You can find more about his course at: http://mcdb.colorado.edu/courses/6440/
> 2. Assuming that the visualisation issues, all kind of plots, graphs
> *and animations* are very important, how would you organize with
> Python such a work?
For this kind of work, my current solution is using python/Numeric for the
matlab-like numerical work, with Gnuplot for normal 2d/3d plotting (I have
available a customized interface for Gnuplot access which runs on top of M.
Haggerty's Gnuplot.py -- http://www-heller.harvard.edu/~mhagger/download/).
This works very well for all kinds of 'typical' scientific plotting needs.
For fancier 3d visualization needs (isosurfaces of functions of 3 variables,
volume rendering, etc) I use the amazing MayaVi
(http://mayavi.sourceforge.net/). It's a full featured GUI visualizer, but
all written in python and scriptable 'from inside'. With it you'll also get
ivtk, a very nice system for interactive use of VTK.
Here are a few quick examples of what mayavi can do (from my own stuff,
there's plenty more out there):
http://windom.colorado.edu/~fperez/pub/topo_viz_sample.jpg -> isosurfaces and
colormap cut planes (with and without transparency) of a 3-d slice of a 4-d
dataset.
http://windom.colorado.edu/~fperez/pub/topo_vol_ray.jpg -> a fancy ray-traced
volume rendering of one 3-d slice. This kind of rendering is SLOW, but gives
pretty pictures :) You have to write your own translucency tables obviously,
and that takes some experimenting. You can grab from there the code to make
that image if you want to play with it
(http://windom.colorado.edu/~fperez/pub/vtk_volume.tgz)

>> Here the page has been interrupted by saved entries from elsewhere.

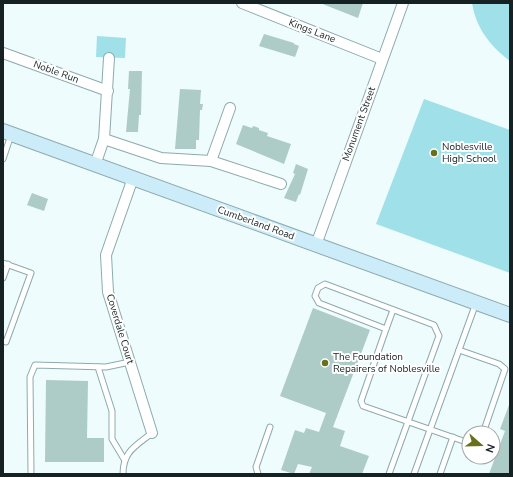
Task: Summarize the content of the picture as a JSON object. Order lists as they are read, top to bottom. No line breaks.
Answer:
{"streets":{"street":["Kings Lane","Noble Run","Monument Street","Cumberland Road","Coverdale Court"]},"crossings":[["Kings Lane","Monument Street"],["Monument Street","Cumberland Road"],["Cumberland Road","Coverdale Court"]],"places":["Noblesville High School","The Foundation Repairers of Noblesville"],"north":"right"}
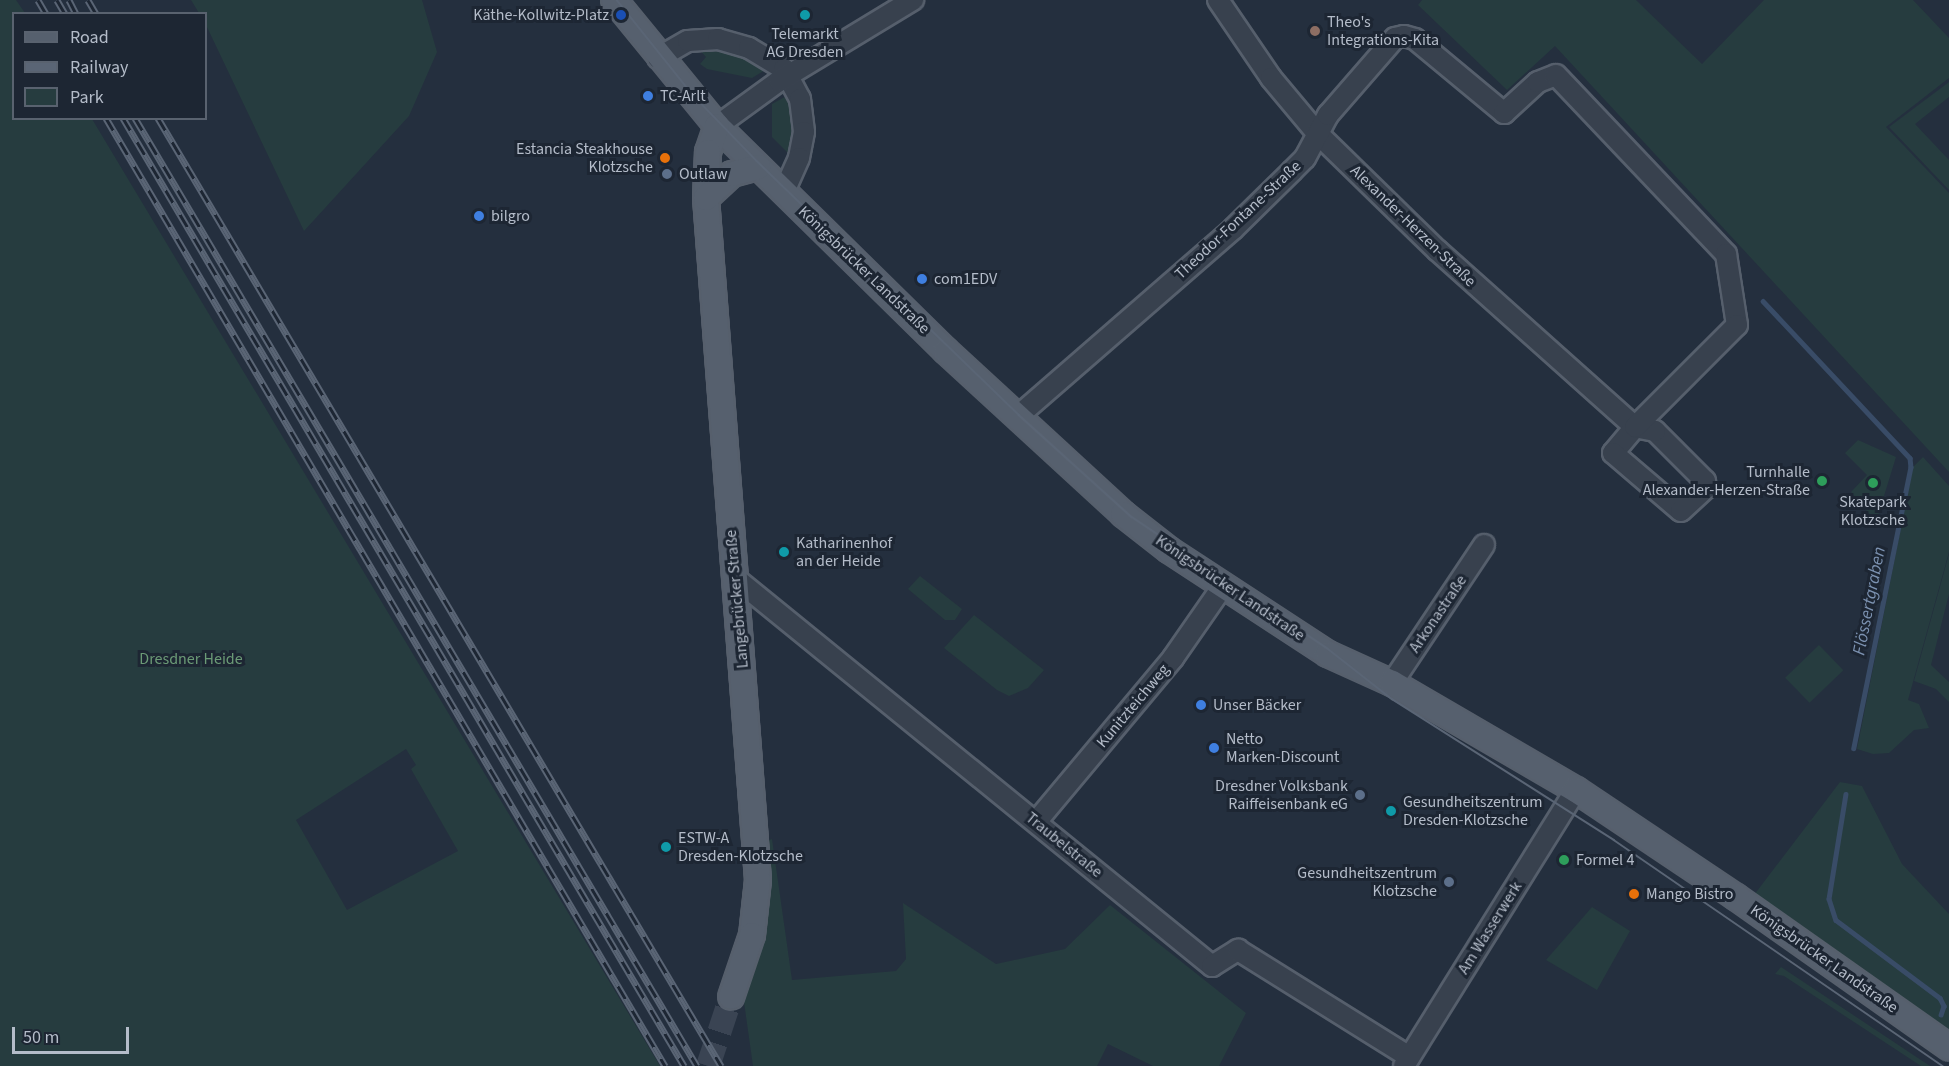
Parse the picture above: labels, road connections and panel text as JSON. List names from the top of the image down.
{
  "streets": {
    "main road": ["Königsbrücker Landstraße", "Langebrücker Straße"],
    "street": [
      "Theodor-Fontane-Straße",
      "Alexander-Herzen-Straße",
      "Arkonastraße",
      "Kunitzteichweg",
      "Traubelstraße",
      "Am Wasserwerk"
    ]
  },
  "crossings": [
    ["Theodor-Fontane-Straße", "Alexander-Herzen-Straße"],
    ["Theodor-Fontane-Straße", "Königsbrücker Landstraße"],
    ["Königsbrücker Landstraße", "Langebrücker Straße"],
    ["Königsbrücker Landstraße", "Arkonastraße"],
    ["Königsbrücker Landstraße", "Kunitzteichweg"],
    ["Königsbrücker Landstraße", "Am Wasserwerk"],
    ["Langebrücker Straße", "Traubelstraße"],
    ["Kunitzteichweg", "Traubelstraße"],
    ["Traubelstraße", "Am Wasserwerk"]
  ],
  "water": ["Flössertgraben"],
  "parks": ["Dresdner Heide"],
  "places": [
    "Käthe-Kollwitz-Platz",
    "Telemarkt AG Dresden",
    "Theo's Integrations-Kita",
    "TC-Arlt",
    "Estancia Steakhouse Klotzsche",
    "Outlaw",
    "bilgro",
    "com1EDV",
    "Turnhalle Alexander-Herzen-Straße",
    "Skatepark Klotzsche",
    "Katharinenhof an der Heide",
    "Unser Bäcker",
    "Netto Marken-Discount",
    "Dresdner Volksbank Raiffeisenbank eG",
    "Gesundheitszentrum Dresden-Klotzsche",
    "ESTW-A Dresden-Klotzsche",
    "Formel 4",
    "Gesundheitszentrum Klotzsche",
    "Mango Bistro"
  ],
  "legend": ["Road", "Railway", "Park"],
  "scale_bar": "50 m"
}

http://windom.colorado.edu/~fperez/pub/topo_2412.b585m008.36.1000.slices/ ->
the full 4-d dataset sliced into a webpage. The html generation code is about
15-20 lines of very simple python. It's a very convenient way of visualizing
complex datasets and automatically sharing the results with ohters: all they
need is a web browser.
> Of course I know Numeric Python, Scientific Python modules, and other
> standard stuff permitting to do all kind of graphic exercices and
> demonstrations (eg., all the wx bazar).
Do you know about SciPy ()? It is a complete 'framework' that wraps around
Numeric to provide very impressive overall functionality.

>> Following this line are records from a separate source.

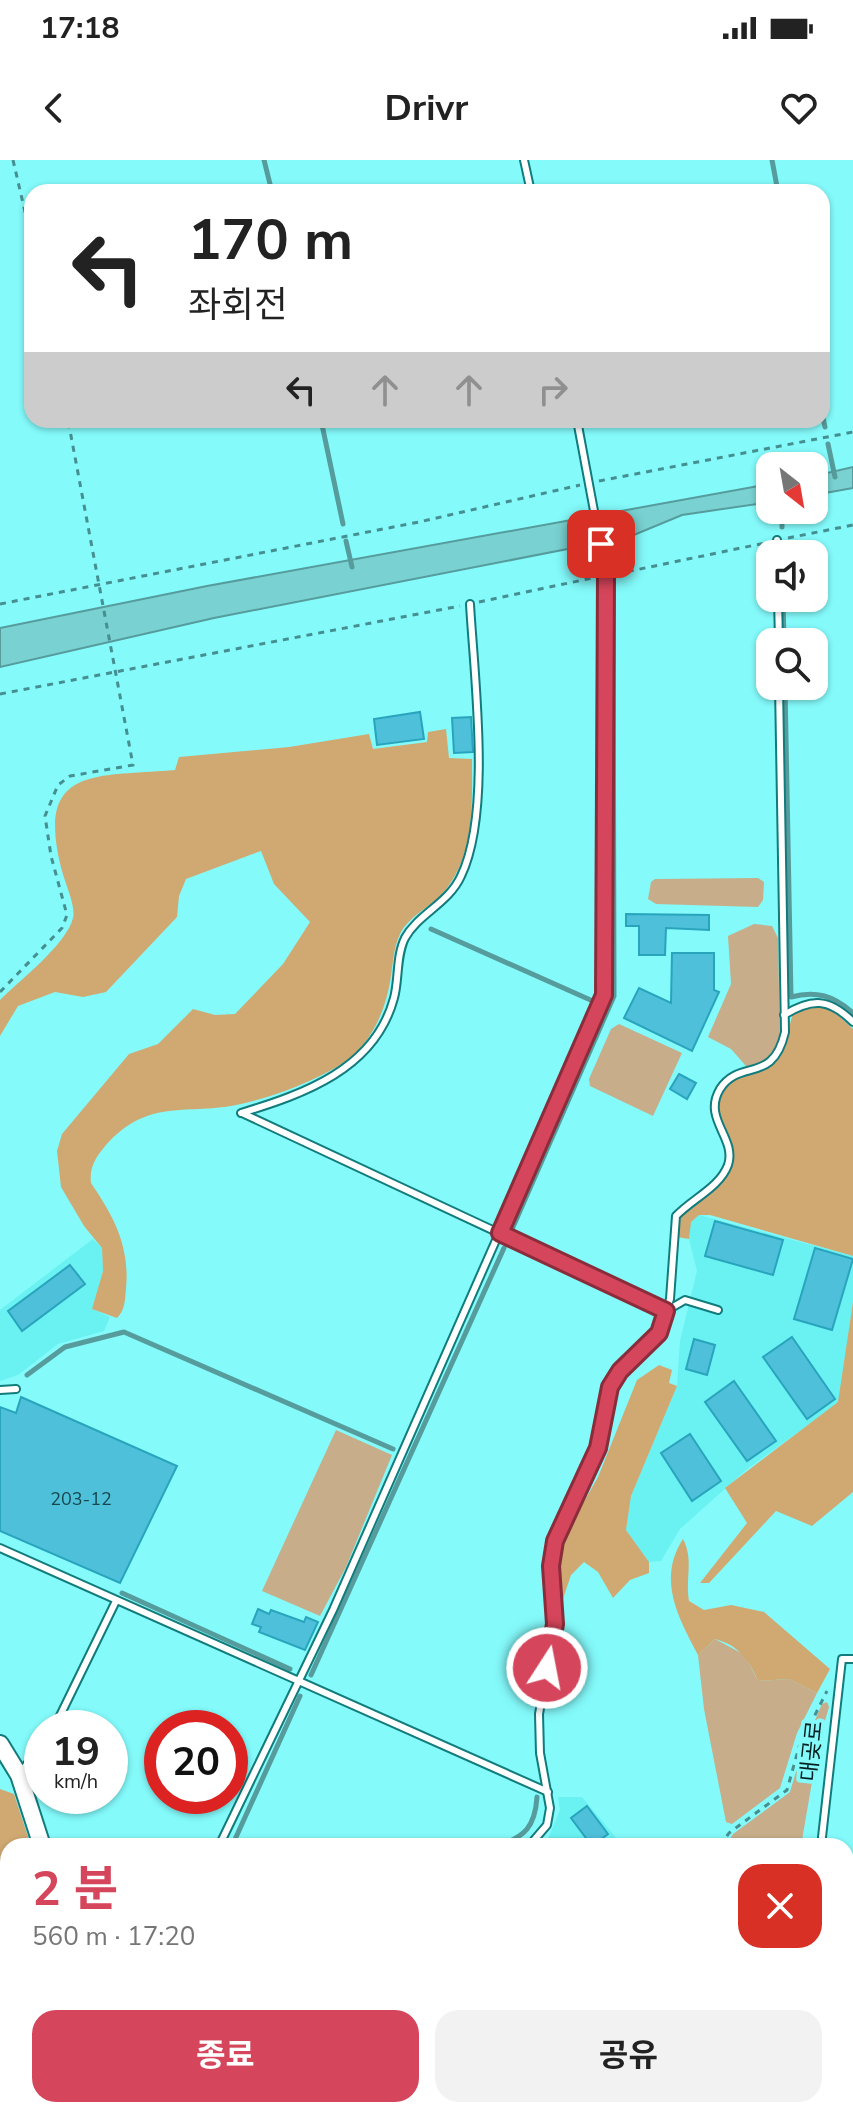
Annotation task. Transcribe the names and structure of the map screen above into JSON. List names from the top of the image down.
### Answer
{
  "streets": {
    "lane": ["대곶로"]
  },
  "house_numbers": ["203-12"],
  "north": "bottom right",
  "page": {
    "status": "17:18",
    "header": "Drivr",
    "turn": ["170 m", "좌회전"],
    "speed": "19 km/h",
    "limit": "20",
    "heading": ["2 분", "560 m · 17:20"],
    "buttons": ["종료", "공유"]
  }
}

> But I *must* avoid the low-level programming, we won't have time for that.
> We will need a reasonable complete scientific 3D plotting package usable
> by people without too much experience.
If someone is there to do the install for them, I'd say scipy could satisfy
your needs. Installing it is a major chore right now, but once up and running
it works very well. You need to run off of CVS though, all releaseed code is
outdated now.
> (I checked the Obvious Suspects, the Vault of Parnassus, etc., I am veryfing
> all that stuff, but perhaps some of you know something really succulent and
> full of vitamines. I need *your experience*, NOT just standard Web links.)
Well, besides the above, I would plug here my own project IPython
(http://windom.colorado.edu/~fperez/ipython/). It's a command-line shell much
more powerful than the default one, with many features specifically designed
for scientific computing work (inspired/stolen from environments like
Mathematica and IDL). If you install it and start 'ipython -p numeric'
(assuming you have both Numeric and Gnuplot.py installed), you'll have an
environnment very much like Matlab. Its gnuplot access functions are enhanced
versions of the originals in Gnuplot.py, to make day to day plotting easier
(I use it constantly, so I do eat my own dog food :)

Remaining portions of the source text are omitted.